Lubitsch había hallado muy temprano un modelo para ese encuadramiento del que sus criaturas no se saben prisioneras, en cuyos intersticios intentan alcanzar la felicidad: las tiendas de sus tempranas farsas berlinesas, realizadas durante la Primera Guerra Mundial. (Títulos evocadores: Palacio del calzado Pinkus, El rey de las blusas, El orgullo de la firma.) Ese negocio reaparece no lejos del final de su carrera, en la boutique de The Shop Around the Corner, menos idealizada por la distancia que por el fatum histórico: un Budapest pequeñoburgués, recreado en 1940 en Hollywood, heroico en la observancia de las apariencias en medio de la estrechez.
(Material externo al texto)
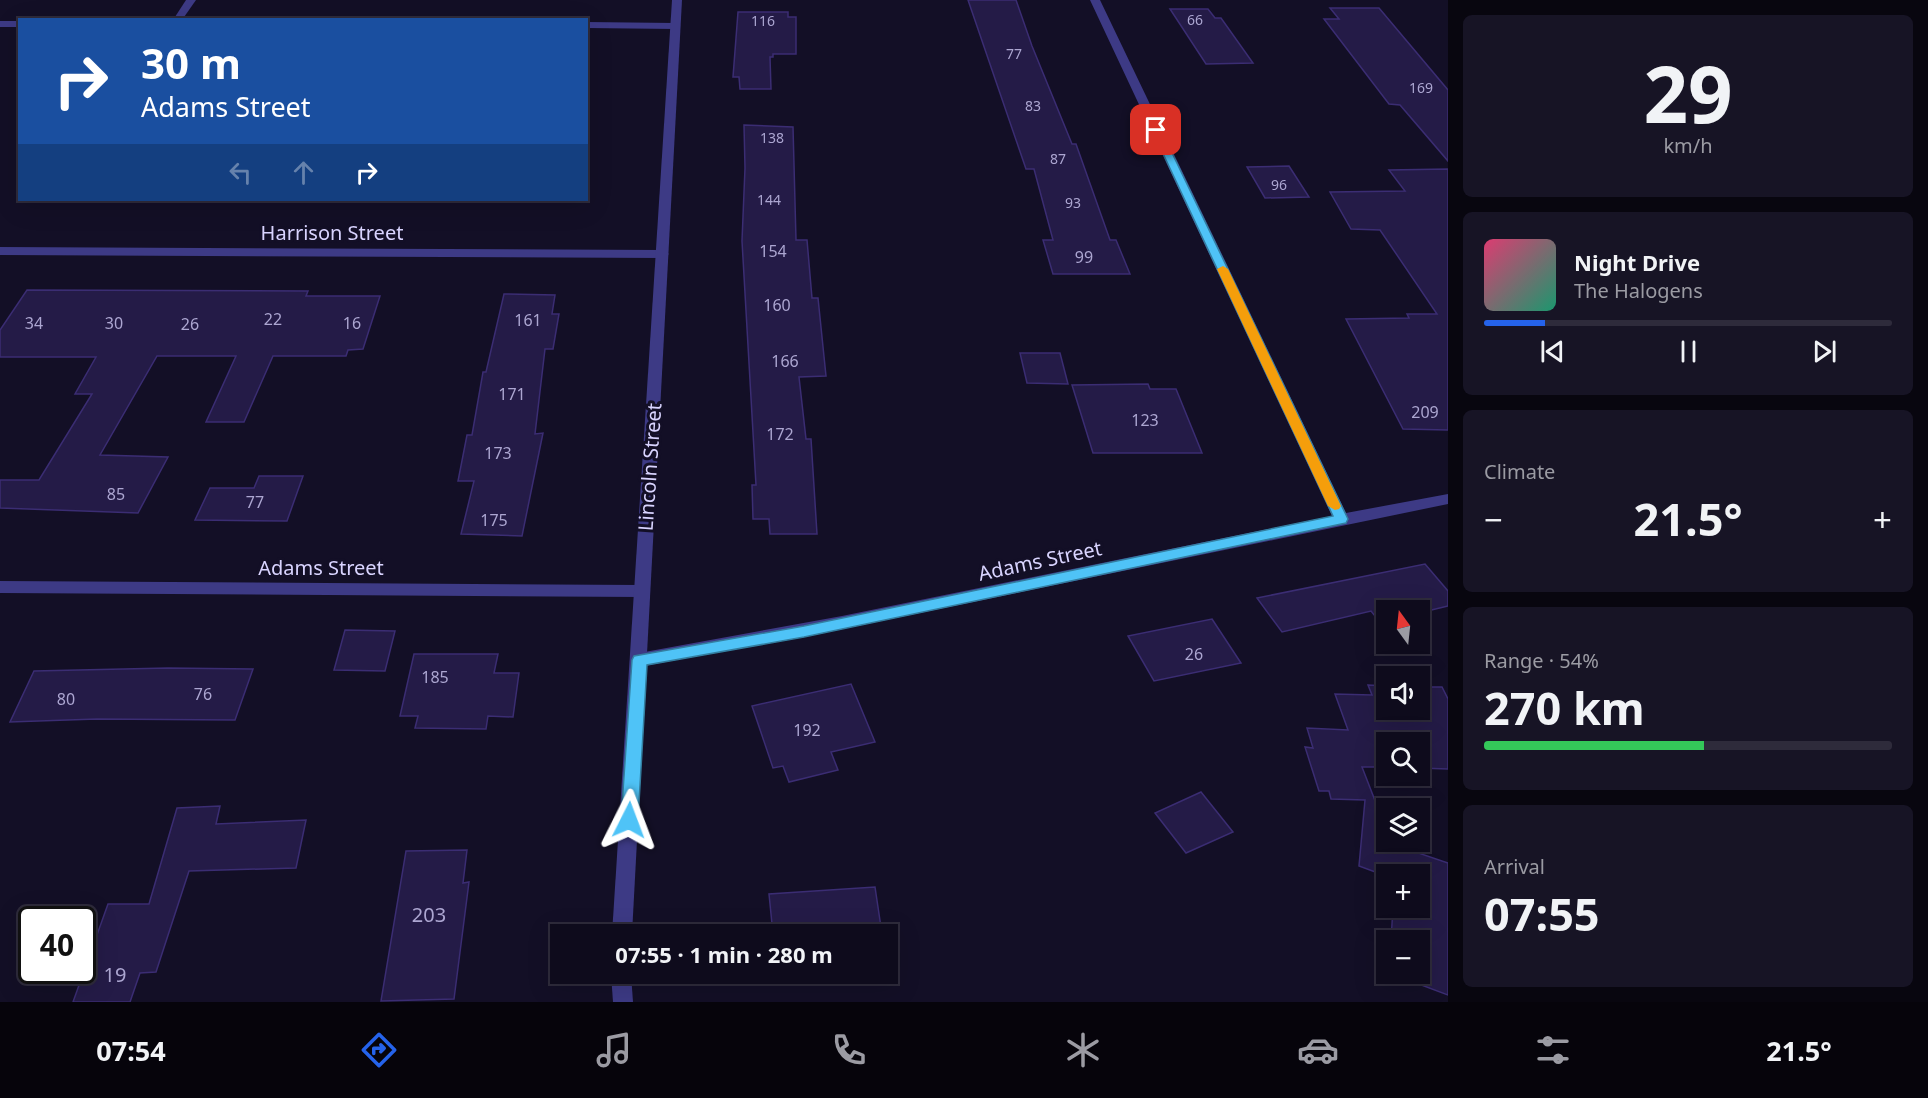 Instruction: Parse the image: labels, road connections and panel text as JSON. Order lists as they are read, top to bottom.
{
  "streets": {
    "street": ["Harrison Street", "Lincoln Street", "Adams Street"]
  },
  "crossings": [
    ["Harrison Street", "Lincoln Street"],
    ["Lincoln Street", "Adams Street"]
  ],
  "house_numbers": [
    "66",
    "116",
    "77",
    "169",
    "83",
    "138",
    "87",
    "96",
    "144",
    "93",
    "154",
    "99",
    "160",
    "22",
    "161",
    "34",
    "30",
    "16",
    "26",
    "166",
    "171",
    "209",
    "123",
    "172",
    "173",
    "85",
    "77",
    "175",
    "26",
    "185",
    "76",
    "80",
    "192",
    "203",
    "19"
  ],
  "north": "top",
  "page": {
    "tile": [
      ["29", "km/h"],
      "Climate",
      ["Range · 54%", "270 km"],
      ["Arrival", "07:55"]
    ],
    "turn": ["30 m", "Adams Street"],
    "song": ["Night Drive", "The Halogens"],
    "heat": ["−", "21.5°", "+"],
    "map_buttons": ["+", "−"],
    "limit": "40",
    "trip": "07:55 · 1 min · 280 m",
    "tabs": ["07:54", "21.5°"]
  }
}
Es, sigue siendo, un universo mercantil donde solo se puede ser empleado, vendedor de artículos que otros poseen, donde un aumento de sueldo o el despido deciden los destinos. Único hogar y verdadera familia de sus empleados, la tienda es también el escenario donde se enfrentan estrategias de poder que reflejan a la invisible sociedad exterior. Tan lejos del humor a veces brutal del Enrique VIII de Emil Jannings como de las efusiones lúbricas de la Catalina II de Pola Negri –figuras centrales de su filmografía alemana–, el señor Matuschek (que encarna el hoy poco recordado Frank Morgan) también es un jefe de Estado: en este caso, paternal, benévolo.
Se sabe que Lubitsch fue, antes de Murnau, el primer gran cineasta alemán que, mucho antes del nazismo, cruzó el Atlántico. Había sido invitado a Hollywood en 1923 por Mary Pickford para que la dirigiera en Rosita, tras el éxito mundial de reconstrucciones históricas como Du Barry y Ana Bolena. Las escenas de masas de estos films habían impresionado menos que la visión desenfadada de las relaciones intimas entre personajes históricos: Lubitsch no se embelesaba con los signos exteriores de prestigio monárquico y marcaba el juego de reyes y nobles y favoritas como el de los plebeyos lúbricos que mejor conocía.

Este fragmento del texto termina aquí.